As has been widely reported in the press, numerous alumni of Beverly Hills High School recently filed litigation alleging that their cancers and other health conditions were caused by exposures to fumes from oil wells located beneath the campus grounds. The claimants are represented by the law firm Masry & Vititoe, where Erin Brockovich plies her trade.
Now comes Leon Jaroff, in a Time Magazine column, to inveigh against the “junk science” on which he says the claims are based. It is a fine piece of red-blooded polemic for true believers. One is left with the feeling, however, that Jaroff has been less than neutral in selecting scientific evidence to highlight, and even less neutral in characterizing it. For example, Jaroff cites the University of Southern California Medical School’s Cancer Surveillance Program for the (syntactically byzantine) proposition that “Known causes of [Hodgkin’s and non-Hodgkin’s lymphoma] are not petroleum or petroleum products.” But the actual findings of USC’s study seem less dispositive than Jaroff suggests. Meanwhile, it appears that Jaroff’s special edition of Google may filter out sites affililated with other nearby institutions of higher learning, such as Berkeley, whose Molecular Epidemiology and Toxicology Laboratory reports on studies linking benzene, one petroleum byproduct at issue in the litigation, with hematopoietic malignancies.

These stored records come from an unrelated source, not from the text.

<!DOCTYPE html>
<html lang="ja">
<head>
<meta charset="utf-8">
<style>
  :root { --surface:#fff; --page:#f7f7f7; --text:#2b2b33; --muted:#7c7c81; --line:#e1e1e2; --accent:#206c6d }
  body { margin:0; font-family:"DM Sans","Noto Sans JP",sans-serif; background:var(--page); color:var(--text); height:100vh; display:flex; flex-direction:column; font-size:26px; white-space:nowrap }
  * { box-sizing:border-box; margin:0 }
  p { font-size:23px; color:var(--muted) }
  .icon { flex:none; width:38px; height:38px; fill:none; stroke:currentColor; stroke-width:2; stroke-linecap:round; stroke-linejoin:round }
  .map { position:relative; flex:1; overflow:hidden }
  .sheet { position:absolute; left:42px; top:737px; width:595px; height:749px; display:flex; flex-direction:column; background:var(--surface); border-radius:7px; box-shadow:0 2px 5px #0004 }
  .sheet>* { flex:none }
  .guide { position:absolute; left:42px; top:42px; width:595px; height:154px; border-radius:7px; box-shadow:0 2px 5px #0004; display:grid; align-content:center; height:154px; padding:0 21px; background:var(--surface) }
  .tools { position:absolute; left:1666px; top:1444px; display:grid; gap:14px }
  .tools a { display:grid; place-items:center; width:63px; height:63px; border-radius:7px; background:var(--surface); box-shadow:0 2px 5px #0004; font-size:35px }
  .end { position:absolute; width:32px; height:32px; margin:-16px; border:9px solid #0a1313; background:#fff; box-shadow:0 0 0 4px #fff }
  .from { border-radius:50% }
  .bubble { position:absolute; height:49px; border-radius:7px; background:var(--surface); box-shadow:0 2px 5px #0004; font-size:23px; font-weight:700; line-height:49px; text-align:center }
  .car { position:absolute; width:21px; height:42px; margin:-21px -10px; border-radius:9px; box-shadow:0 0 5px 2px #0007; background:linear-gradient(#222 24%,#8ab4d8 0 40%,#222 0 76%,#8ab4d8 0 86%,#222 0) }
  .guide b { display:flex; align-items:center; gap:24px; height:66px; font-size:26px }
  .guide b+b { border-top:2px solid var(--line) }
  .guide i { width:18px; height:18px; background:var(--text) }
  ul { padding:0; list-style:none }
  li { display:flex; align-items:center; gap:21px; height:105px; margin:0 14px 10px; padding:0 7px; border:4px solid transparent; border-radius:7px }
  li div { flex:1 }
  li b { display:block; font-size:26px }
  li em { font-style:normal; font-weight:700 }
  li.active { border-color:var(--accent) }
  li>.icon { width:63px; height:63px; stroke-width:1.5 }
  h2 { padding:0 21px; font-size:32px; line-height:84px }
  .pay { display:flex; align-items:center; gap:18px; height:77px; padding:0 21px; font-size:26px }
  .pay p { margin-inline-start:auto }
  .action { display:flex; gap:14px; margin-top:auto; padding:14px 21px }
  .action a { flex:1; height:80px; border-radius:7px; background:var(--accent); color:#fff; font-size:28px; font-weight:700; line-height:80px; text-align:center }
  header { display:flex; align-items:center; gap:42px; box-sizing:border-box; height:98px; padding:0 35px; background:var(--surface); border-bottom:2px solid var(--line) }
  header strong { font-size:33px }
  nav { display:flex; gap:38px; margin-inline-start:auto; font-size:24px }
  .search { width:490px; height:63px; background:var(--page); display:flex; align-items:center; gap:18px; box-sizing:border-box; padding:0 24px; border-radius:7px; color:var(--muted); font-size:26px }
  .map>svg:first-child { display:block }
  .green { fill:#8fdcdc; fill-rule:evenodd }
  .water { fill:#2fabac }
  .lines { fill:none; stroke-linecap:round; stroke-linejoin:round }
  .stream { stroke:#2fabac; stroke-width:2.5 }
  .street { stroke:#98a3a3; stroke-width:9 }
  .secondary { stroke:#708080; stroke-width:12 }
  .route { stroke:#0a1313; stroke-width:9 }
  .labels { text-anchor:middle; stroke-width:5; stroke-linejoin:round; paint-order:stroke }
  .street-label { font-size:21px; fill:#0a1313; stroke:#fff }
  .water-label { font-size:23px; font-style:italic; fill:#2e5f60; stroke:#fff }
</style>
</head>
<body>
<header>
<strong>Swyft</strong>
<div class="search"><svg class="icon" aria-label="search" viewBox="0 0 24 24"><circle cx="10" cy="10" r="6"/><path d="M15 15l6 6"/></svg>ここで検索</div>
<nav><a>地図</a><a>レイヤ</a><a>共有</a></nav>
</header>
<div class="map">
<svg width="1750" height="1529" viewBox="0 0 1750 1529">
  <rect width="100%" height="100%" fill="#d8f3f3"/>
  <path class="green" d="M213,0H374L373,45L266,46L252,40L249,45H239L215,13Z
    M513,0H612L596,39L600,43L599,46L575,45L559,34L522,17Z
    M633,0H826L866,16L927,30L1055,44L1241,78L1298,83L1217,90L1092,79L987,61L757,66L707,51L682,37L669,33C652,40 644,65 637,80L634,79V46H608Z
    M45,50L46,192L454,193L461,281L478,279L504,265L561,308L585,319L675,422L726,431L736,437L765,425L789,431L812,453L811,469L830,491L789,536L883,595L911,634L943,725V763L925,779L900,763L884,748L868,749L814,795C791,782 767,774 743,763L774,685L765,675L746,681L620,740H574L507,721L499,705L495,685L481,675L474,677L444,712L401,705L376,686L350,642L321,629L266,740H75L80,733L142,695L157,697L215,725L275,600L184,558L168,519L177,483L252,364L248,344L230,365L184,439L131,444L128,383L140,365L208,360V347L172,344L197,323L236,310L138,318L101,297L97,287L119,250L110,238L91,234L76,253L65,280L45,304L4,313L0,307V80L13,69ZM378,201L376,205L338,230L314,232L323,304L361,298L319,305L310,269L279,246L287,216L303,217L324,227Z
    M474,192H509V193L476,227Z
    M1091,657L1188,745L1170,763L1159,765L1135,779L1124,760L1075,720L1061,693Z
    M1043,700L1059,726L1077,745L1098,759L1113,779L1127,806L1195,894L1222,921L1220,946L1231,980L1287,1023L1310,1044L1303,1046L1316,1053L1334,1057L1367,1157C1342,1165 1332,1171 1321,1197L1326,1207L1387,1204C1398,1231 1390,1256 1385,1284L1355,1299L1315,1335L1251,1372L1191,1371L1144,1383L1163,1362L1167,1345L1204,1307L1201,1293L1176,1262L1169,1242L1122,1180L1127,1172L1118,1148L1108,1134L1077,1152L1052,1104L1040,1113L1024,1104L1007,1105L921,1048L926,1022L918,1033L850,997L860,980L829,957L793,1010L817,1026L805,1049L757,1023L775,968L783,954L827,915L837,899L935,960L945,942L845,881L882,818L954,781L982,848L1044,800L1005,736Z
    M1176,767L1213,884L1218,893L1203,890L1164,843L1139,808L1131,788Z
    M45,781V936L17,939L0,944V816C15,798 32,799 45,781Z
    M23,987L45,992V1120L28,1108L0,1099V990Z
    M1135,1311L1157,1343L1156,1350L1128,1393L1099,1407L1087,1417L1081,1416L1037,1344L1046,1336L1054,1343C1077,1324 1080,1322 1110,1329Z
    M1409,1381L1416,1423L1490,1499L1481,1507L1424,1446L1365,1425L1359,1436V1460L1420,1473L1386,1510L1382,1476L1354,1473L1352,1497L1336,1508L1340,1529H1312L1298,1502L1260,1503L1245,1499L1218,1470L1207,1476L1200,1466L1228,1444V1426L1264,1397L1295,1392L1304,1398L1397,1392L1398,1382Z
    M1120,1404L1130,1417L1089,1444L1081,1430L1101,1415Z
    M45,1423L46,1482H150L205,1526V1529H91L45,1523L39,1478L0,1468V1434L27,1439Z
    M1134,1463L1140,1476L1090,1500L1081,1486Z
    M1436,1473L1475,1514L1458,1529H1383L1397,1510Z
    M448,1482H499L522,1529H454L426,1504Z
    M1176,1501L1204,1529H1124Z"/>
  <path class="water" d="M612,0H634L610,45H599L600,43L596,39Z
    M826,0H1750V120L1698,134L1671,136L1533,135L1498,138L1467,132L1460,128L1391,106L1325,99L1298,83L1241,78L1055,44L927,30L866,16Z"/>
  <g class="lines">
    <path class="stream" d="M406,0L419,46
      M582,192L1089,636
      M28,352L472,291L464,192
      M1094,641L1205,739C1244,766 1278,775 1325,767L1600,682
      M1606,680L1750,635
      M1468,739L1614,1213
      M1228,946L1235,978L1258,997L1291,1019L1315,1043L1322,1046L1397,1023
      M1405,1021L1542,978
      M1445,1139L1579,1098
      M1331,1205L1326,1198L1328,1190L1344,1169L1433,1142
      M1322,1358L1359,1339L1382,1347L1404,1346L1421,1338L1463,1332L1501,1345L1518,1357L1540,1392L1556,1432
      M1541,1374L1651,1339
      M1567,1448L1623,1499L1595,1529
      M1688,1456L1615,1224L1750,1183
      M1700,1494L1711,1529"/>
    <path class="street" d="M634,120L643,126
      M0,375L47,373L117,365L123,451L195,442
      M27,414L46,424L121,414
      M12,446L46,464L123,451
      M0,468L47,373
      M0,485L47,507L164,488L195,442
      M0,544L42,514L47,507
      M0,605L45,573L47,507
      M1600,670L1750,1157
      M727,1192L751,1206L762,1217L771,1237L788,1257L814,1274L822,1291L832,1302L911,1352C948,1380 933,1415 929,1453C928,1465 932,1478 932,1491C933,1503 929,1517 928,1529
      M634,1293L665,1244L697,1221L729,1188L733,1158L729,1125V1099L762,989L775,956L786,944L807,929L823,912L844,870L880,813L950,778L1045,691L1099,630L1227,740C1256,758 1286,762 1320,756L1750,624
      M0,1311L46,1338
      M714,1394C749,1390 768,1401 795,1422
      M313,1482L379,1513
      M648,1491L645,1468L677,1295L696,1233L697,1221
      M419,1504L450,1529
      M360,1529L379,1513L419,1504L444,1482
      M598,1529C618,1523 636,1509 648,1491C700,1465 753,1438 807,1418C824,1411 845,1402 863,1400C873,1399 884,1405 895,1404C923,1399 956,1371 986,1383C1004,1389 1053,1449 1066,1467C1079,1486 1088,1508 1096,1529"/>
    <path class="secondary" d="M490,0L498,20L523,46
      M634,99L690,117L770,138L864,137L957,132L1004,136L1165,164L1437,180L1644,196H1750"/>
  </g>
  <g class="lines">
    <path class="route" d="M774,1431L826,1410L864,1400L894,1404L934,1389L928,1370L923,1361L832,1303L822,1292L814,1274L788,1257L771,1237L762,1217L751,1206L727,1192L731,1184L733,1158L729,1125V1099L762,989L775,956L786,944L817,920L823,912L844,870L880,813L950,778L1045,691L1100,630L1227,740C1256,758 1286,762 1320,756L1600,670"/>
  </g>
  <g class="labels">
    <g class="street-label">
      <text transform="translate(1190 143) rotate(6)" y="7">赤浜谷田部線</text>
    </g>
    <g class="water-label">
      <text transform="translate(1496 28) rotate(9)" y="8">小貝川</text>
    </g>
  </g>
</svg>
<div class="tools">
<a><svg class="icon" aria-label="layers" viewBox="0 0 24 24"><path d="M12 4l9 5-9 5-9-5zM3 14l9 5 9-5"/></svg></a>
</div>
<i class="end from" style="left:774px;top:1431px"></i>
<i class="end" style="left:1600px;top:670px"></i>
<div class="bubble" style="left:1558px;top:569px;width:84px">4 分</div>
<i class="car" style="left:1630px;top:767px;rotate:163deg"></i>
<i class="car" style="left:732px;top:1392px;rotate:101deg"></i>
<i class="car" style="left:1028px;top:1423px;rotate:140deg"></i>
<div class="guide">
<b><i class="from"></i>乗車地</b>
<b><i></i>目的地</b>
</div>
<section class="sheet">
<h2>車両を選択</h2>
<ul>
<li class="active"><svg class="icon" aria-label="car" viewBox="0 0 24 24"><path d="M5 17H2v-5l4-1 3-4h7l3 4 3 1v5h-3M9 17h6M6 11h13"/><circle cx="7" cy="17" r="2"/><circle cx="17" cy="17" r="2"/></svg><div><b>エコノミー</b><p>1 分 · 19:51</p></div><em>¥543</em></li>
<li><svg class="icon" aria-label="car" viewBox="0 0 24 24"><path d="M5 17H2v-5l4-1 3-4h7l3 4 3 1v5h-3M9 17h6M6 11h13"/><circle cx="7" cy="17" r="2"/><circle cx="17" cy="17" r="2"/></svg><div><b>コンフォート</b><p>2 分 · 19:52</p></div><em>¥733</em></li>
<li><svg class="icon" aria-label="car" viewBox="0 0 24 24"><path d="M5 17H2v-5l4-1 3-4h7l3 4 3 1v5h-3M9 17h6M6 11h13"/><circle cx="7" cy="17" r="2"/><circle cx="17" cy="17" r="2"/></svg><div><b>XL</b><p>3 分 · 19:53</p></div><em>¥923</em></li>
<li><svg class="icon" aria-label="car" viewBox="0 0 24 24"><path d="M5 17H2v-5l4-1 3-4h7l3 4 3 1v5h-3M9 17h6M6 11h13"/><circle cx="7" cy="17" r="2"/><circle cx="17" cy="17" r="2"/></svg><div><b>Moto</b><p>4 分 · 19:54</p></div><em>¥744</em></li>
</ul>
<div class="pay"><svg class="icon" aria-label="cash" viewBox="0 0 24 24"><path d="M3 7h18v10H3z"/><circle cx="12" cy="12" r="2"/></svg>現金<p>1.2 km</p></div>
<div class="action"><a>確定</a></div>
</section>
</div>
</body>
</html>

It used to be that stories in Time frequently ended with the well-worn “time-will-tell” tagline — e.g., “Only time will tell who has the better of the scientific arguments.” It now appears that in matters of scientific evidence, at least, there is no felt editorial need, at Time, to acknowledge that the debates may take a while to play out. Maybe the readership has grown less patient.